②粗化:接着剤が入り込む「引っかかり」を作る
粗化(サンドペーパーやサンドブラスト等で表面を荒らす処理)は、アンカー効果(投錨効果)と呼ばれる仕組みで効きます。材料表面の微細な孔や凹凸に接着剤が入り込み、そこで固まることで機械的に結合する仕組みで、接着剤が触れる面積も増えます。金属のように元々の表面粗度が少ない素材ほど、ショットブラスト等の物理的前処理や化学的前処理で接着性を上げる効果が大きくなります(出典: 日本パーカライジング「くっつく/くっつかない」、2026-09-02確認)。
③プライマー:極性の低い素材を化学的に橋渡しする
プライマーは、被着材表面の接着性を改善するために塗る不揮発分の少ない低粘度液体で、接着性の改善に加えて表面の安定化・金属の防食・接着剤の劣化防止など用途によって役割が変わります。被着材が違えば必要なプライマーの種類も違い、接着剤やシーリング材の種類ごとに指定プライマーを使う必要があります(出典: セメダイン「接着ガイド4.表面処理法」、2026-09-02確認)。プライマーが特に効くのはPP(ポリプロピレン)やPE(ポリエチレン)のような難接着材で、これらは極性がきわめて低く炭素鎖のみで構成され、接着剤と化学結合できる官能基を持たないため、脱脂・粗化だけでは接着力が上がりにくい素材です。プライマーが接着剤側と親和性の高い層を作ることで、初めて接着剤が橋渡しできるようになります(出典: モノタロウ「プライマーの役割と特徴」、2026-09-02確認)。

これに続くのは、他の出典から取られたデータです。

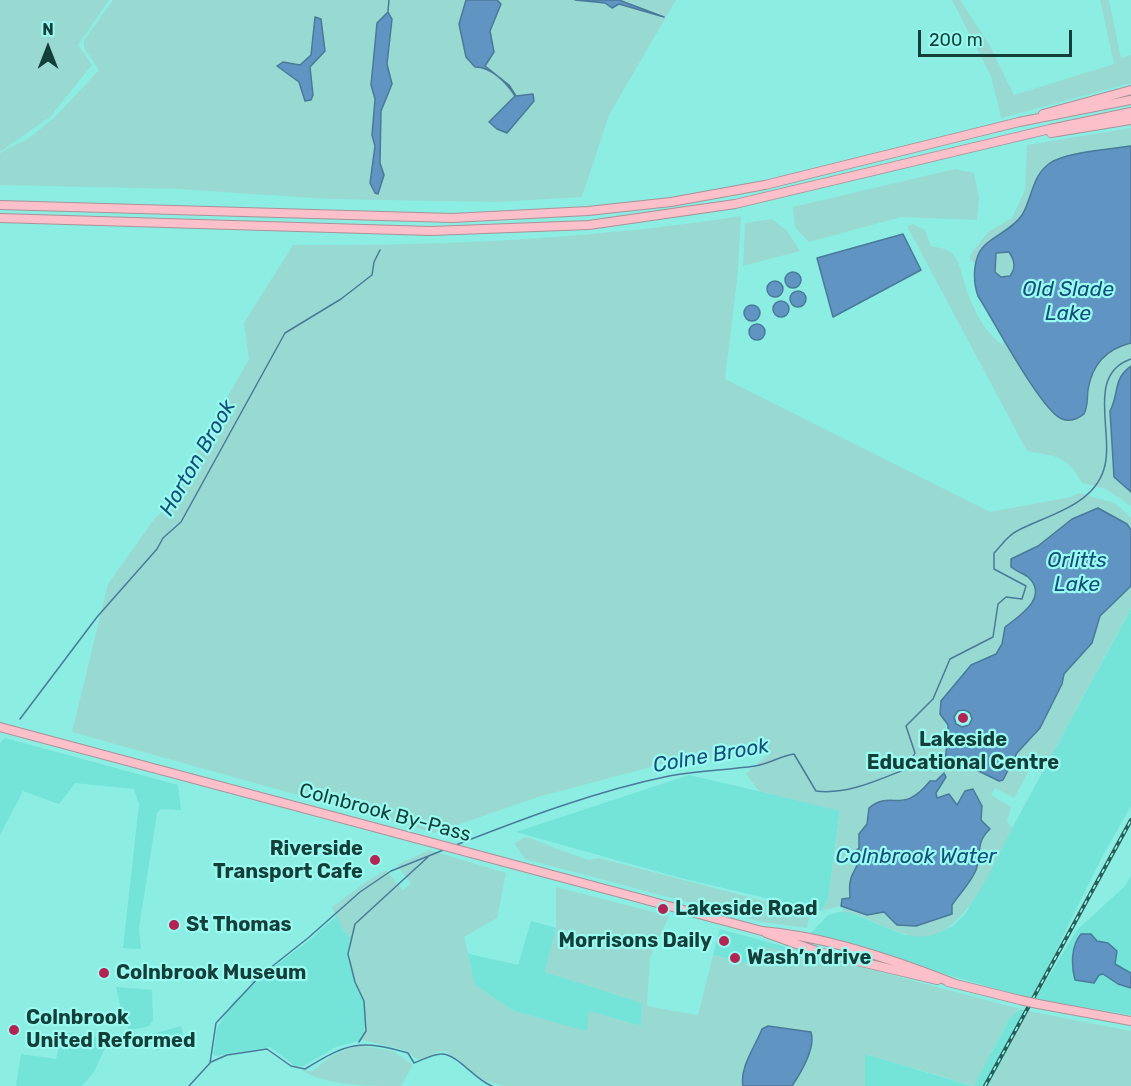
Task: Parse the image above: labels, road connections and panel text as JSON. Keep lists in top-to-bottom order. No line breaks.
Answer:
{"streets":{"highway":["Colnbrook By-Pass"]},"water":["Old Slade Lake","Horton Brook","Orlitts Lake","Colne Brook","Colnbrook Water"],"places":["Lakeside Educational Centre","Riverside Transport Cafe","Lakeside Road","St Thomas","Morrisons Daily","Wash’n’drive","Colnbrook Museum","Colnbrook United Reformed"],"scale_bar":"200 m","north":"top"}
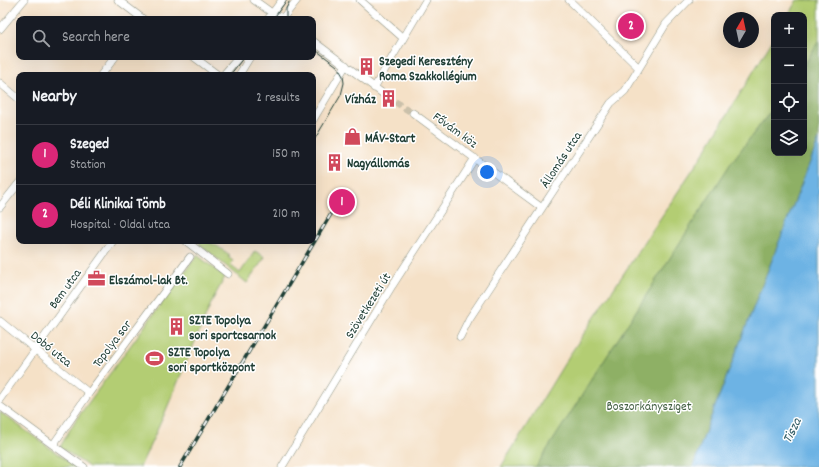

整理すると、脱脂は「ぬれ」を良くする、粗化は「引っかかり」を作る、プライマーは「化学的に橋渡し」する、とそれぞれ別の仕事をしています。だから被着材によって、必要な組み合わせも変わってくるわけです。
被着材7種×前処理の実践表
仕組みを踏まえた上で、実際に手を動かすときの目安です。あくまで一般的な傾向であり、使う接着剤の種類(エポキシ・瞬間接着剤・嫌気性等)によっても最適な組み合わせは変わるため、最終的には使用する接着剤メーカーの指定(TDS・取扱説明書)を優先してください。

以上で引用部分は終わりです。